Re: fix for wv


Subject: Re: fix for wv
From: Vlad Harchev (hvv@hippo.ru)
Date: Sat Nov 18 2000 - 02:05:43 CST


On Sat, 18 Nov 2000, ha shao wrote:

> On Fri, Nov 17, 2000 at 09:24:05PM +0400, hvv@hippo.ru wrote:
> >
> > wv was really terribly broken for word6 format files. Here is a patch that
> > fixes this.
> >
> > To CJK guys:
> >
> > * Now word6.doc from _Belcon_ gets imported properly too (and word2k document
> > from Chih-Wei Huang also OK)
> >
> > * word6.doc from Chih-Wei Huang's mail I've forwarded here doesn't import
> > properly - (chars are not converted to unicode) since wv thinks it's in
> > word7 format (!) - wvQuerySupported(&ps->fib,NULL) returns WORD7, so it
> > seems there is no clean workaround/hack for importing it (may be wordpad is
> > that broken - is word able to read this file ? And what version of windows
> > wordpad is used from - is it from win2k or from NT or from win9x?).
> > IMO the only hack that can be used - is to check whether the
> > arrived character's code is less (or more or is in the range) than some
> > constant for given charset, and if doesn't satisfy constraints on the value,
> > its character type is set to '1' to force conversion to unicode.
>
> I only see word6 and word8/Word97 document at
> http://www.wotsit.org/search.asp?s=text
> So it might as well that WORD7 do not use unicode either.
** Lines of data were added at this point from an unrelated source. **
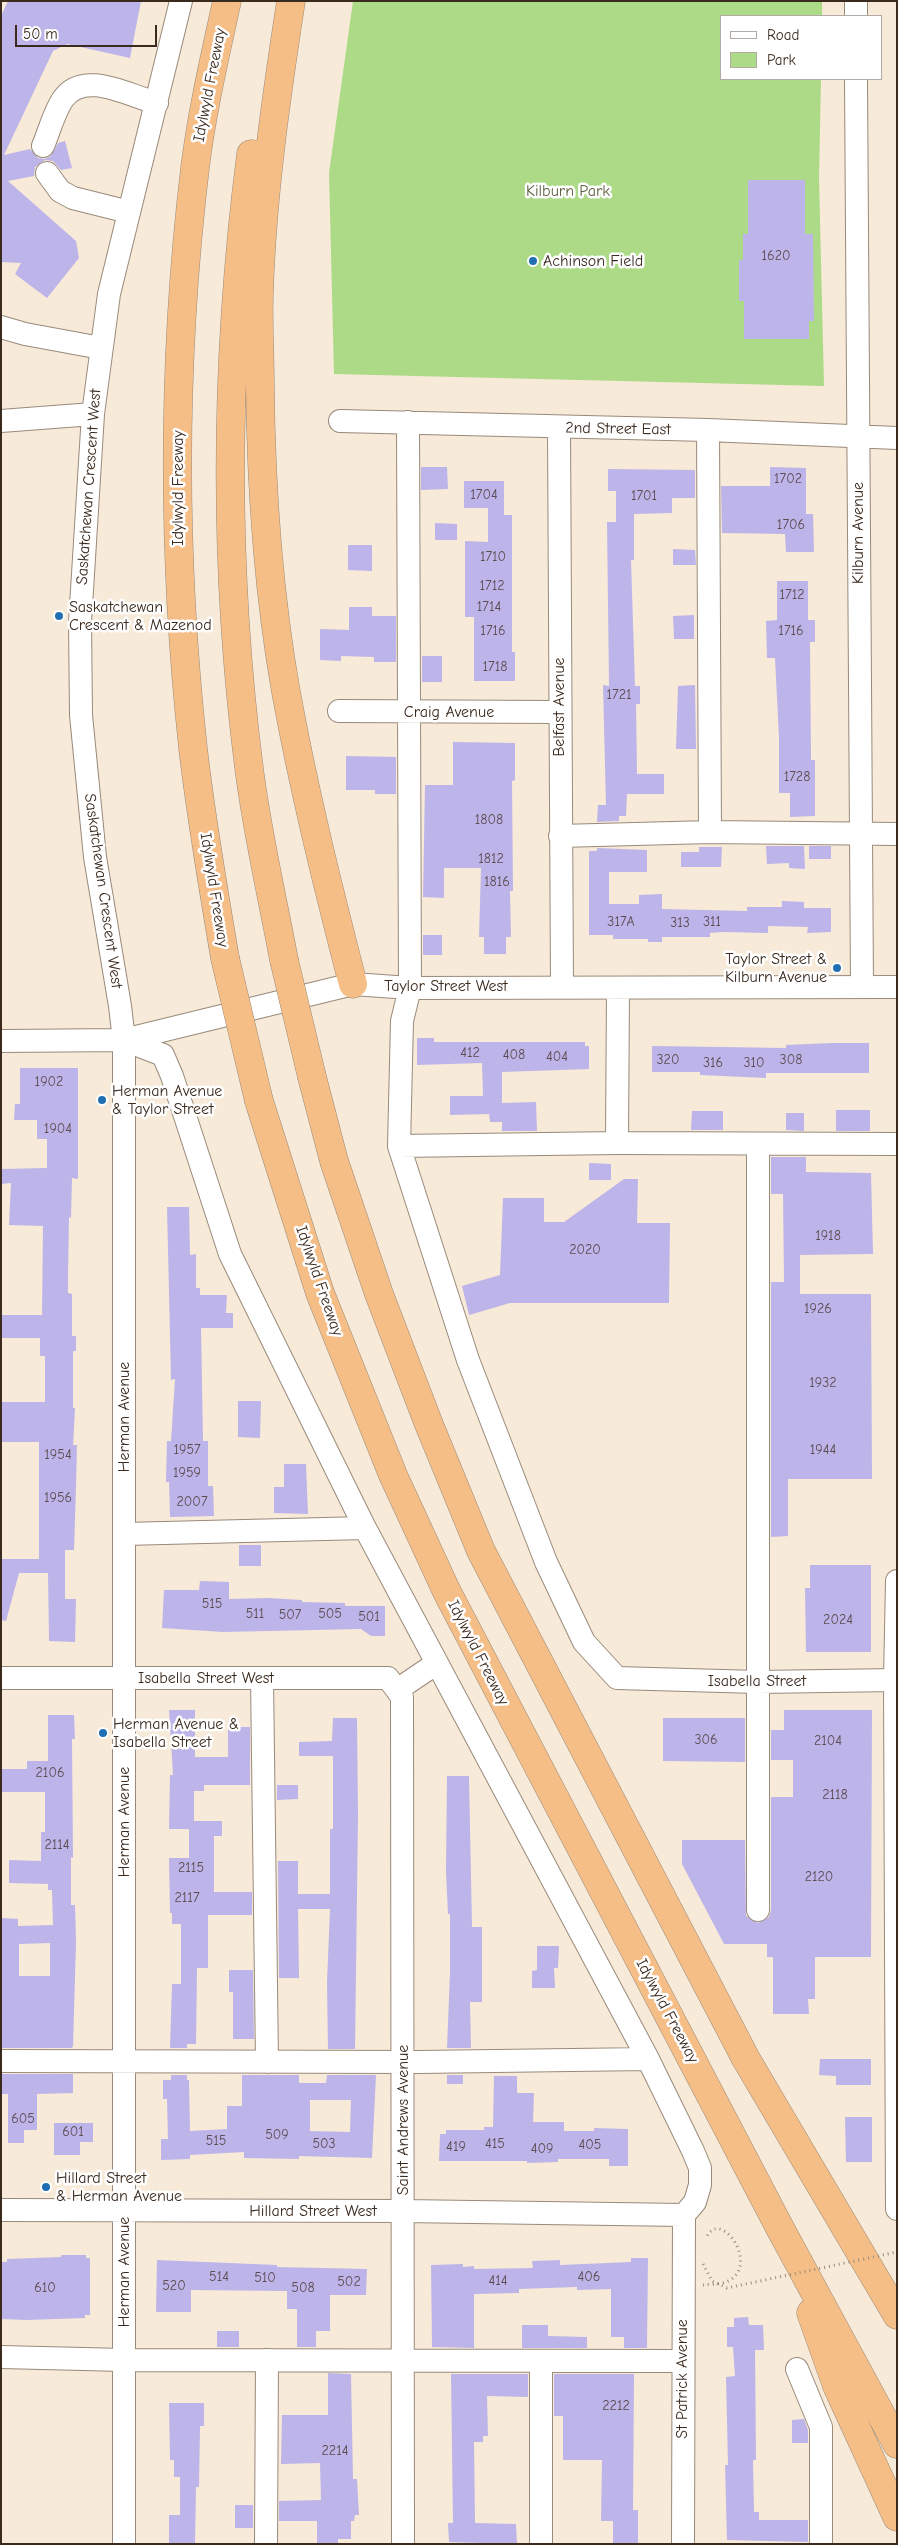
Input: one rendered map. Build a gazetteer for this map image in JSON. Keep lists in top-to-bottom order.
{
  "streets": {
    "highway": ["Idylwyld Freeway"],
    "street": [
      "2nd Street East",
      "Saskatchewan Crescent West",
      "Kilburn Avenue",
      "Belfast Avenue",
      "Craig Avenue",
      "Taylor Street West",
      "Herman Avenue",
      "Isabella Street West",
      "Isabella Street",
      "Saint Andrews Avenue",
      "Hillard Street West",
      "St Patrick Avenue"
    ]
  },
  "crossings": [
    ["2nd Street East", "Kilburn Avenue"],
    ["2nd Street East", "Belfast Avenue"],
    ["Saskatchewan Crescent West", "Taylor Street West"],
    ["Saskatchewan Crescent West", "Herman Avenue"],
    ["Kilburn Avenue", "Taylor Street West"],
    ["Belfast Avenue", "Craig Avenue"],
    ["Belfast Avenue", "Taylor Street West"],
    ["Taylor Street West", "Herman Avenue"],
    ["Herman Avenue", "Isabella Street West"],
    ["Herman Avenue", "Hillard Street West"],
    ["Isabella Street West", "Saint Andrews Avenue"],
    ["Saint Andrews Avenue", "Hillard Street West"],
    ["Hillard Street West", "St Patrick Avenue"]
  ],
  "parks": ["Kilburn Park"],
  "places": [
    "Achinson Field",
    "Saskatchewan Crescent & Mazenod",
    "Taylor Street & Kilburn Avenue",
    "Herman Avenue & Taylor Street",
    "Herman Avenue & Isabella Street",
    "Hillard Street & Herman Avenue"
  ],
  "house_numbers": [
    "1620",
    "1702",
    "1704",
    "1701",
    "1706",
    "1710",
    "1712",
    "1712",
    "1714",
    "1716",
    "1716",
    "1718",
    "1721",
    "1728",
    "1808",
    "1812",
    "1816",
    "317A",
    "311",
    "313",
    "412",
    "408",
    "404",
    "320",
    "308",
    "316",
    "310",
    "1902",
    "1904",
    "1918",
    "2020",
    "1926",
    "1932",
    "1957",
    "1944",
    "1954",
    "1959",
    "1956",
    "2007",
    "515",
    "511",
    "505",
    "507",
    "501",
    "2024",
    "306",
    "2104",
    "2106",
    "2118",
    "2114",
    "2115",
    "2120",
    "2117",
    "605",
    "601",
    "509",
    "515",
    "503",
    "415",
    "405",
    "419",
    "409",
    "514",
    "406",
    "510",
    "414",
    "502",
    "520",
    "610",
    "508",
    "2212",
    "2214"
  ],
  "legend": ["Road", "Park"],
  "scale_bar": "50 m"
}
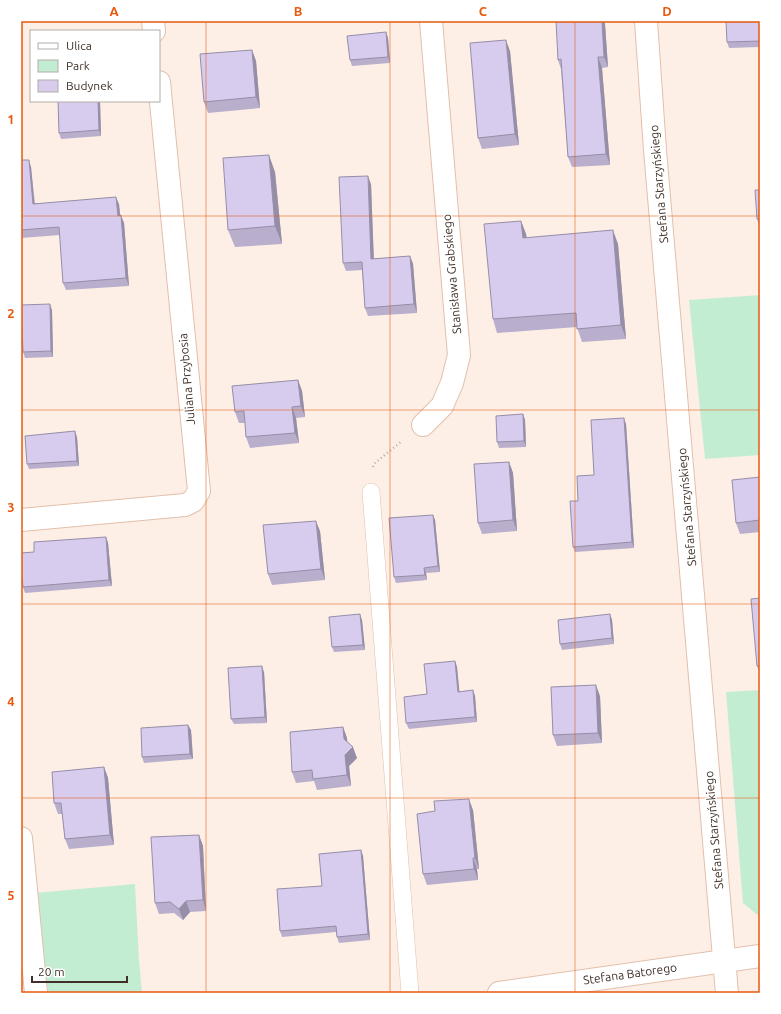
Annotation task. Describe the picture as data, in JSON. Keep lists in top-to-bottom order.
{
  "streets": {
    "street": [
      "Stefana Starzyńskiego",
      "Stanisława Grabskiego",
      "Juliana Przybosia",
      "Stefana Batorego"
    ]
  },
  "crossings": [
    ["Stefana Starzyńskiego", "Stefana Batorego"]
  ],
  "legend": ["Ulica", "Park", "Budynek"],
  "scale_bar": "20 m",
  "grid": {
    "columns": [
      "A",
      "B",
      "C",
      "D"
    ],
    "rows": [
      "1",
      "2",
      "3",
      "4",
      "5"
    ]
  }
}
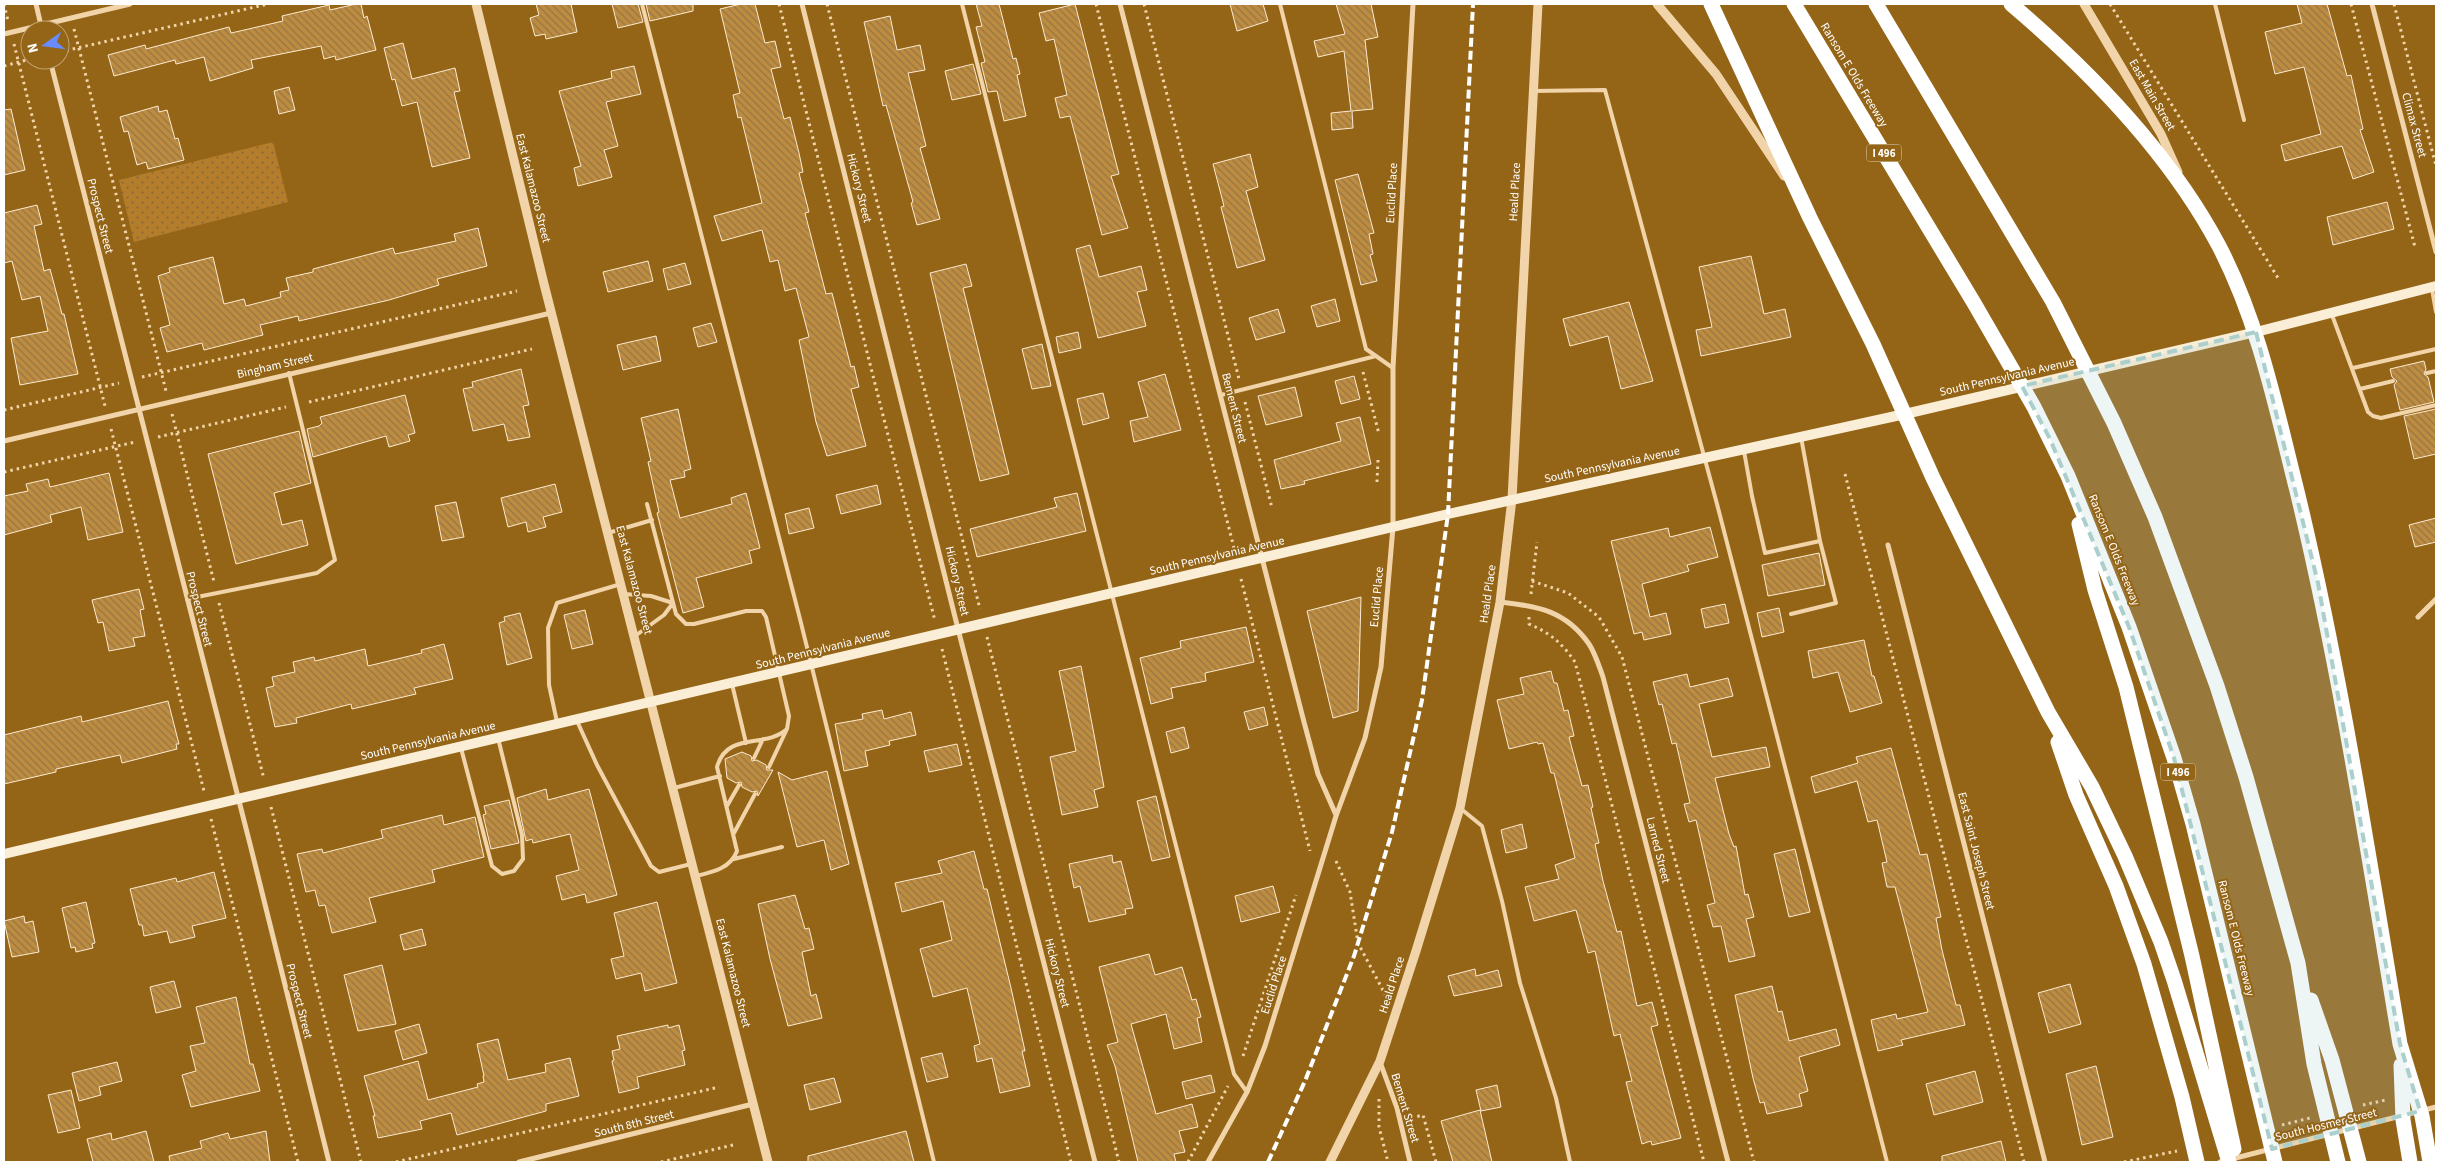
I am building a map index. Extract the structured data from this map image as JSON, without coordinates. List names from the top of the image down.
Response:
{
  "streets": {
    "highway": ["Ransom E Olds Freeway", "I 496"],
    "main road": ["South Pennsylvania Avenue"],
    "street": [
      "East Main Street",
      "Climax Street",
      "East Kalamazoo Street",
      "Hickory Street",
      "Heald Place",
      "Euclid Place",
      "Prospect Street",
      "Bingham Street",
      "Bement Street",
      "Larned Street",
      "East Saint Joseph Street",
      "South 8th Street",
      "South Hosmer Street"
    ]
  },
  "crossings": [
    ["East Kalamazoo Street", "Bingham Street"],
    ["East Kalamazoo Street", "South Pennsylvania Avenue"],
    ["East Kalamazoo Street", "South 8th Street"],
    ["Hickory Street", "South Pennsylvania Avenue"],
    ["Heald Place", "South Pennsylvania Avenue"],
    ["Heald Place", "Bement Street"],
    ["Heald Place", "Larned Street"],
    ["Euclid Place", "South Pennsylvania Avenue"],
    ["Euclid Place", "Bement Street"],
    ["Prospect Street", "Bingham Street"],
    ["Prospect Street", "South Pennsylvania Avenue"],
    ["South Pennsylvania Avenue", "Bement Street"]
  ],
  "north": "left"
}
It looks
> like that word6 has more common features with Word95 than
> word8 has with word95.

 Yes, I have the same impression now.
 
> I only see one place in the word97 document mentioned unicode with word95
> that state:
> =====
> XCHAR( eXtended CHARacter set):
>
> A data type which defines a "character". Each XCHAR corresponds to a character in the document, where "character" is defined as
> a glyph, regardless of whether it is a single-byte or double-byte character. With Word6/FE, Word95/FE, Word97/all and future
> versions of Word, this is defined as a 16-bit integer corresponding to the Unicode character code of the glyph.
> ======
> where /FE means far-east.
> If set chartype to 1 for word7 format also get proper result for
> .doc import under other languages(russian?), we can assume word7
> behave similarly with word6 in this aspect. What do you think?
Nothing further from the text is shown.